Mechanisms underneath

What the engine expresses

  • Per-class motivating operations — edible, tangible, social, escape, sensory, activity — each with deprivation-recovery and satiation-on-delivery curves.
  • Latency-decay reinforcement: strength as a function of time from emission.
  • Real schedules — CRF, FR, VR, FI, VI, multiple, concurrent.
  • Extinction with burst-then-decay patterning.
  • Response variability and behavioral momentum mass.
  • Continuous coordinates with 3D-ready orientation (yaw, pitch, roll).
  • Motion primitives composed into named topographies via authored operational definitions.
  • Characters with sight cones, reach radii, height tiers, and personality axes for non-learner roles.
  • Append-only event log, replayable action stream, IOA capture, markdown export.

Status

Where the work is

Working prototype in active build.

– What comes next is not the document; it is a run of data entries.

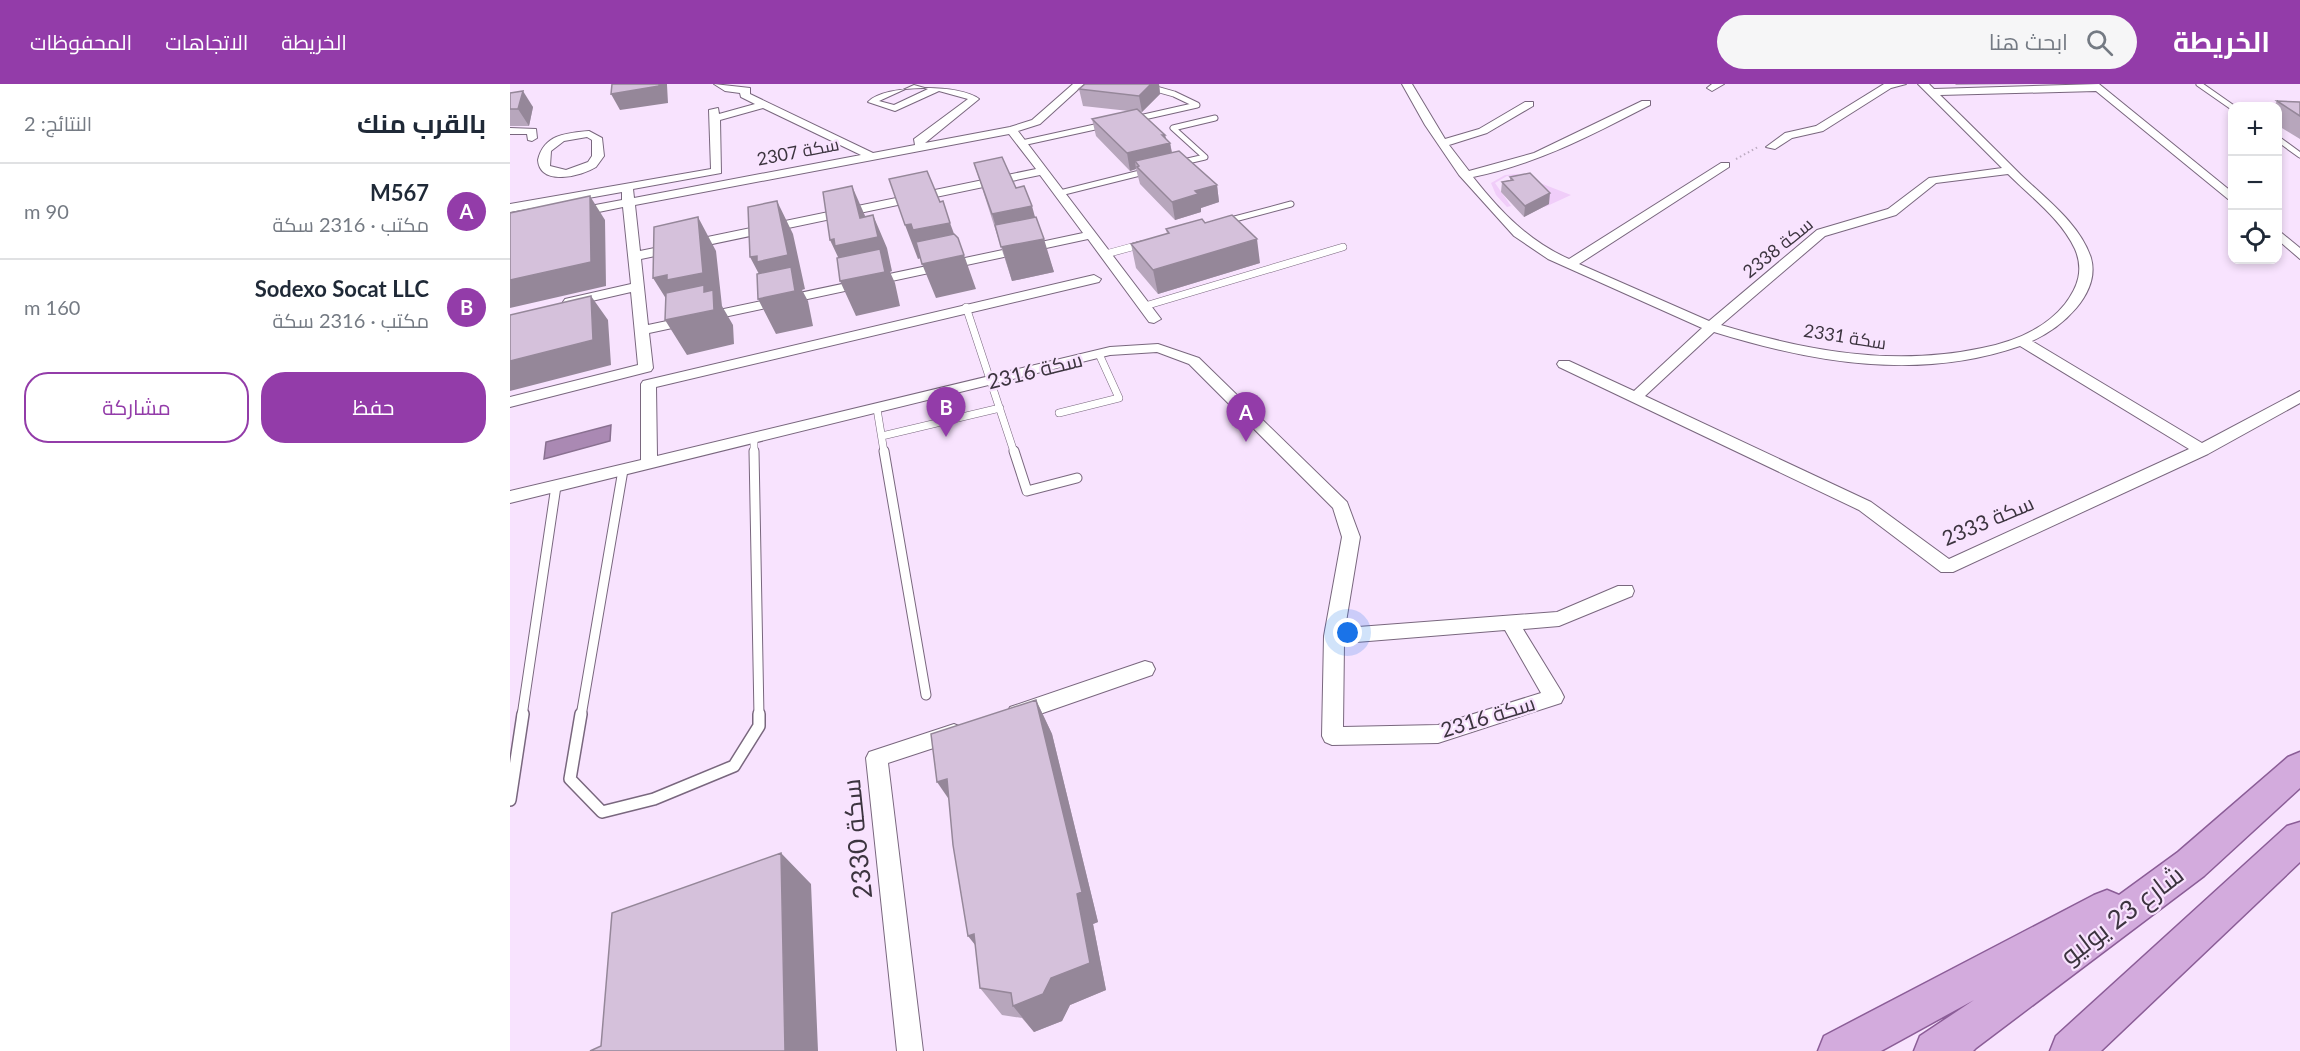 <!DOCTYPE html>
<html lang="ar">
<meta charset="utf-8">
<style>
:root{--surface:#fff;--page:#f6f6f7;--text:#1f2937;--muted:#747a83;--line:#e0e1e3;--accent:#933ca9}
body{margin:0;font-family:Lato,Cairo,sans-serif;background:var(--page);color:var(--text);direction:rtl}
.controls{position:absolute;right:18px;top:18px;display:grid;overflow:hidden;border-radius:12px;box-shadow:0 3px 9px #0003}
.controls button{width:54px;height:54px;display:grid;place-items:center;padding:0;border:0;border-bottom:2px solid var(--line);background:var(--surface);color:var(--text);font:30px sans-serif}
.you{position:absolute;left:838px;top:549px;width:21px;height:21px;margin:-15px;border:4px solid #fff;border-radius:50%;background:#1a73e8;box-shadow:0 0 0 9px #1a73e833}
.badge{display:grid;place-items:center;width:39px;height:39px;border-radius:50%;background:var(--accent);color:#fff;font-size:20px;font-weight:700}
.pin{position:absolute;translate:-50% -50px;filter:drop-shadow(0 2px 3px #0008)}
.pin::after{content:'';position:absolute;top:32px;width:21px;height:18px;background:inherit;clip-path:polygon(0 0,100% 0,50% 100%)}
.list{margin:0;padding:0;list-style:none}
h2{display:flex;justify-content:space-between;align-items:center;height:78px;margin:0;padding:0 24px;font-size:26px}
h2 small{font-size:20px;font-weight:400;color:var(--muted)}
.list li{display:grid;grid-template-columns:39px 1fr auto;gap:18px;align-items:center;box-sizing:border-box;height:96px;padding:0 24px;border-top:2px solid var(--line)}
.list b{display:block;font-size:22px;white-space:nowrap}
.list p{margin:0;font-size:20px;white-space:nowrap;color:var(--muted)}
.list em{font-size:20px;font-style:normal;color:var(--muted)}
.actions{display:flex;gap:12px;padding:18px 24px}
.actions a{flex:1;padding:14px 0;border:2px solid var(--accent);border-radius:24px;text-align:center;font-size:21px;color:var(--accent)}
.actions .main{background:var(--accent);color:#fff}
.icon{flex:none;width:33px;height:33px;fill:none;stroke:currentColor;stroke-width:2;stroke-linecap:round;stroke-linejoin:round}
.map{position:relative;flex:none;width:1790px;height:967px;overflow:hidden;direction:ltr}
header{display:flex;align-items:center;gap:36px;box-sizing:border-box;height:84px;padding:0 30px;background:var(--accent);color:#fff}
header strong{font-size:28px}
nav{display:flex;gap:33px;margin-inline-start:auto;font-size:21px}
.search{width:420px;height:54px;background:var(--page);display:flex;align-items:center;gap:15px;box-sizing:border-box;padding:0 21px;border-radius:33px;color:var(--muted);font-size:22px}
main{display:flex}
aside{flex:1;background:var(--surface)}
.map>svg:first-child{display:block}
.green{fill:#f0cdf9}
.water{fill:#aa89b3;stroke:#897090;stroke-width:1.5}
.lines{fill:none;stroke-linecap:round;stroke-linejoin:round}
.lane-far3-casing{stroke:#79677e;stroke-width:7}
.lane-far2-casing{stroke:#79677e;stroke-width:8}
.lane-far1-casing{stroke:#79677e;stroke-width:11}
.lane-casing{stroke:#79677e;stroke-width:14}
.street-casing{stroke:#79677e;stroke-width:2}
.primary-casing{stroke:#8b5d97;stroke-width:3}
.path{stroke:#bdacc2;stroke-width:2;stroke-dasharray:1.5 3;stroke-linecap:butt}
.lane-far3{stroke:#fff;stroke-width:5}
.lane-far2{stroke:#fff;stroke-width:7}
.lane-far1{stroke:#fff;stroke-width:9}
.lane{stroke:#fff;stroke-width:11}
.street{fill:#fff;fill-rule:evenodd}
.primary{fill:#d3abdd;fill-rule:evenodd}
.wall{fill:#b7a6bc}
.shaded-wall{fill:#958799}
.building{fill:#d5c1db;stroke:#958799;stroke-width:1.5}
.labels{text-anchor:middle;stroke-width:4.5;stroke-linejoin:round;paint-order:stroke}
.far-street-label{font-size:18px;fill:#3c343f;stroke:#f8e3fe}
.street-label{font-size:21px;fill:#3c343f;stroke:#f8e3fe}
.near-street-label{font-size:26px;fill:#3c343f;stroke:#f8e3fe}
</style>
<header>
<strong>الخريطة</strong>
<div class="search"><svg class="icon" aria-label="search" viewBox="0 0 24 24"><circle cx="10" cy="10" r="6"/><path d="M15 15l6 6"/></svg>ابحث هنا</div>
<nav><a>الخريطة</a><a>الاتجاهات</a><a>المحفوظات</a></nav>
</header>
<main>
<div class="map">
<svg width="1790" height="967" viewBox="0 0 1790 967">
<rect width="100%" height="100%" fill="#f8e3fe"/>
<path class="green" d="M1007 90 1061 111 1035 123 1022 113 1005 92H997L985 99 1001 122 997 123 986 111 981 99 995 91Z"/>
<path class="water" d="M101 341 100 357 34 375 36 358Z"/>
<g class="lines">
<defs>
<path id="lane-far3" d="M1689 0 1722 23
M625 35 687 21 664 10 639 3
M1768 55 1790 71
M512 59 594 41
M669 79 695 73 663 44 705 34
M550 109 638 87
M717 137 781 120
M624 162 631 160"/>
<path id="lane-far2" d="M596 170 629 161
M635 222 833 163
M456 223 504 368
M367 325 374 368
M549 329 609 314 589 270
M372 352 490 324
M244 355V368"/>
<path id="lane-far1" d="M244 367 249 632
M374 367 416 611
M504 367 517 407 567 394
M12 632 46 402
M71 632 113 386"/>
<path id="lane" d="M71 630 60 695 92 728 144 715 224 682 249 642V630
M0 716 13 630"/>
<path id="street" d="M204 0 240 4V10L363 69 405 61 404 55 458 15 429 7 385 27 358 18C375 0 451 0 469 15L415 59 500 43 522 36 563 0H574L530 40 508 47 651 235 644 239 639 238 578 155 139 249 143 284 141 287 0 323V313L128 281 121 208 60 222 53 218 55 215 121 200 113 123 64 133 58 129 64 125 112 116V108L0 128V120L201 85 199 26 208 24 209 30 245 20 231 13 230 9 215 7ZM404 1 418 5 384 21 369 17ZM253 24 351 71 124 114 123 105 211 89 210 36ZM499 50 526 85 130 167 125 121ZM530 91 573 149 138 241 131 175Z
M892 0H902L935 55 969 45 1015 18H1023V22L977 49 939 61 959 87 1024 69 1132 17H1140V21C1082 51 1027 80 963 93 990 127 1018 157 1059 175L1211 79H1219V83L1069 180 1199 237 1307 146 1378 125 1419 94 1492 84 1408 0H1419L1424 5 1589 0 1722 108V116L1718 115 1586 7 1430 11C1457 37 1484 64 1511 91 1536 115 1570 140 1581 174 1591 210 1551 244 1522 257L1692 359 1790 307V319L1698 370 1443 488H1431L1349 426 1049 283 1047 280 1049 277H1059L1124 307 1192 244 1038 175 1004 152 949 91 915 41ZM1498 90C1521 113 1551 135 1565 165 1574 186 1568 203 1555 220 1535 245 1503 258 1472 264 1383 283 1297 267 1211 241L1315 152 1386 131 1426 99ZM1204 248C1304 279 1409 297 1510 262L1679 365 1439 475 1361 418 1135 312Z
M1202 0H1214L1202 7 1197 4Z
M1374 0H1396L1381 4 1313 47 1282 54 1265 65 1256 63 1275 49 1306 42Z
M0 44 26 45 27 54 22 57 18 56 17 50H0Z
M79 47 92 54 94 72 86 83C72 92 30 103 28 76 34 50 57 49 79 47ZM77 53 82 56V72L78 78 56 86 40 82 41 67 54 57Z
M1768 146 1790 164V175L1768 156Z
M584 191 591 195 589 198 146 303 147 372 600 263 648 260 689 274 837 418 850 453 835 544 1047 528 1108 502H1122L1124 507 1122 512 1049 542 1013 545 1051 607 1054 613 1051 619 928 659 822 661 815 658 812 652 814 552 832 453 823 424 679 280 647 268 600 271 0 419V407L131 376V300L133 297ZM995 546 1031 609 928 641 833 643 834 559Z
M635 577 642 579 645 585 642 591 507 638 500 635 497 629 500 623Z
M444 640 451 643 454 649 451 655 378 679 413 967H387L356 674 359 668Z"/>
<path id="primary" d="M1790 668V704L1694 792 1466 964 1463 967H1404L1410 952 1464 916 1371 967H1308L1314 952 1584 811 1597 806 1609 811 1668 768 1778 673Z
M1790 738V778L1591 967H1540L1546 952 1777 742Z"/>
</defs>
<use href="#lane-far3" class="lane-far3-casing"/>
<use href="#lane-far2" class="lane-far2-casing"/>
<use href="#lane-far1" class="lane-far1-casing"/>
<use href="#lane" class="lane-casing"/>
<use href="#street" class="street-casing"/>
<use href="#primary" class="primary-casing"/>
<path class="path" d="M1226 75 1248 63"/>
<use href="#lane-far3" class="lane-far3"/>
<use href="#lane-far2" class="lane-far2"/>
<use href="#lane-far1" class="lane-far1"/>
<use href="#lane" class="lane"/>
<use href="#street" class="street"/>
<use href="#primary" class="primary"/>
</g>
<path class="wall" d="M575 0H649L650 10 632 28H630L655 51 656 55 660 59 662 68 707 101 709 118 691 124V128L665 136 630 100 626 85 620 87 586 52 582 35 619 27 573 22 569 5Z
M1445 0H1515L1446 1Z
M0 9 23 23 19 42H0Z
M1767 17 1790 18V55L1767 41V22H1764Z
M464 79 506 104 525 133 544 188 502 197Z
M1000 93 1039 120 1014 133 991 108 992 98 1000 96Z
M695 139 750 179 648 210 626 184 621 160 657 150 656 145Z
M526 616 542 650 588 838 583 840 596 906 560 921 552 937 524 948 512 934 492 931 470 904Z"/>
<path class="shaded-wall" d="M149 0H157V1L158 19 110 26 101 10Z
M641 0H649L650 10 632 28 629 12Z
M13 7 23 23 19 42 8 25Z
M652 51H655L657 60 660 59 663 76 629 82 625 77 626 85 620 87 617 69Z
M707 101 709 118 691 124V128L665 136 662 118 685 107Z
M342 102 356 134 363 131 377 164 382 187 380 188 385 199 390 222 346 232 330 197 336 190 320 156 324 155 350 134Z
M1040 109 1039 120 1014 133 1015 122Z
M80 112 95 136 96 202 0 224V196Z
M267 117 283 150 295 205 292 206 298 217 303 242 266 250 248 215 258 207 240 173Z
M522 122 531 155H534L544 188 502 197 482 130Z
M188 133 206 167 212 222 223 241 224 260 177 271 155 236 165 229 143 194Z
M440 139 452 171 448 154 466 205 426 214 412 180 414 173 408 175 395 141 401 140Z
M747 155 750 179 648 210 643 186Z
M81 212 98 236 101 281 0 307V277Z
M526 616 542 650 588 838 583 840 596 906 560 921 552 937 524 948 503 922 541 894Z
M437 695 449 730 427 698Z
M271 769 301 800 308 967H275Z
M464 850 481 881 458 852Z"/>
<path class="building" d="M102 0H149V2L101 10Z
M575 0H641L629 12 569 5Z
M13 7 8 25H0V9Z
M1767 17 1790 18V32Z
M627 25 655 51H652L660 59 617 69 582 35Z
M669 67 707 101 685 107 688 110 662 118 627 83 629 82 625 77Z
M492 73 506 104 514 102 522 122 482 130 464 79Z
M417 87 430 118 433 117 440 139 403 146 401 140 395 141 379 95Z
M1020 89 1040 109 1015 122 992 98 1003 96 1000 93Z
M342 102 350 134 363 131 368 153 325 162 324 155 320 156 313 108Z
M80 112 81 178 0 196V129Z
M267 117 278 171 247 178V172L240 173 238 123Z
M722 131 747 155 643 186 621 160 659 149 656 145 692 135 695 139Z
M188 133 193 189 157 196V191L143 194 144 143Z
M526 133 534 155 491 163 485 141Z
M444 150 448 154 454 171 412 180 406 158Z
M370 165 375 188 330 197 327 174Z
M281 183 285 207 248 215 247 190Z
M194 201V208L203 206 204 226 155 236 156 209Z
M81 212 83 256 0 277V231Z
M526 616 572 808 567 810 580 879 541 894 533 910 503 922 501 909 470 904 464 850 458 852 443 761 437 695 427 698 421 650Z
M271 769 275 967H80L91 962 102 829Z"/>
<g class="labels">
<g class="far-street-label">
<text transform="translate(288 68) rotate(-11)" y="6">سكة 2307</text>
<text transform="translate(1268 164) rotate(-39)" y="6">سكة 2338</text>
<text transform="translate(1335 253) rotate(9)" y="6">سكة 2331</text>
</g>
<g class="street-label">
<text transform="translate(525 287) rotate(-14)" y="7">2316 سكة</text>
<text transform="translate(1478 437) rotate(-23)" y="7">سكة 2333</text>
<text transform="translate(978 633) rotate(-17)" y="7">2316 سكة</text>
</g>
<g class="near-street-label">
<text transform="translate(347 755) rotate(-96)" y="9">سكة 2330</text>
<text transform="translate(1612 831) rotate(-37)" y="9">شارع 23 يوليو</text>
</g>
</g>
</svg>
<div class="controls">
<button>+</button>
<button>−</button>
<button><svg class="icon" aria-label="locate" viewBox="0 0 24 24"><circle cx="12" cy="12" r="6"/><path d="M12 2v4M12 18v4M2 12h4M18 12h4"/></svg></button>
</div>
<div class="you"></div>
<div class="pin badge" style="left:736px;top:358px">A</div>
<div class="pin badge" style="left:436px;top:353px">B</div>
</div>
<aside>
<h2>بالقرب منك<small>النتائج: 2</small></h2>
<ul class="list">
<li><span class="badge">A</span><div><b>M567</b><p>مكتب · 2316 سكة</p></div><em>90 m</em></li>
<li><span class="badge">B</span><div><b>Sodexo Socat LLC</b><p>مكتب · 2316 سكة</p></div><em>160 m</em></li>
</ul>
<div class="actions"><a class="main">حفظ</a><a>مشاركة</a></div>
</aside>
</main>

Designer and Participant surfaces both function; the scene-engine, scene-modes, and scene-renderer packages back them. No live demo is linked from this page yet — a layout pass on the Designer is queued before the Participant view goes public.

Parameter values are placeholder scaffolds. Calibration against recorded sessions is the next architectural step; the Lesson and SessionRecording contracts are shaped to make calibration a parameter-fit problem rather than a re-architecture.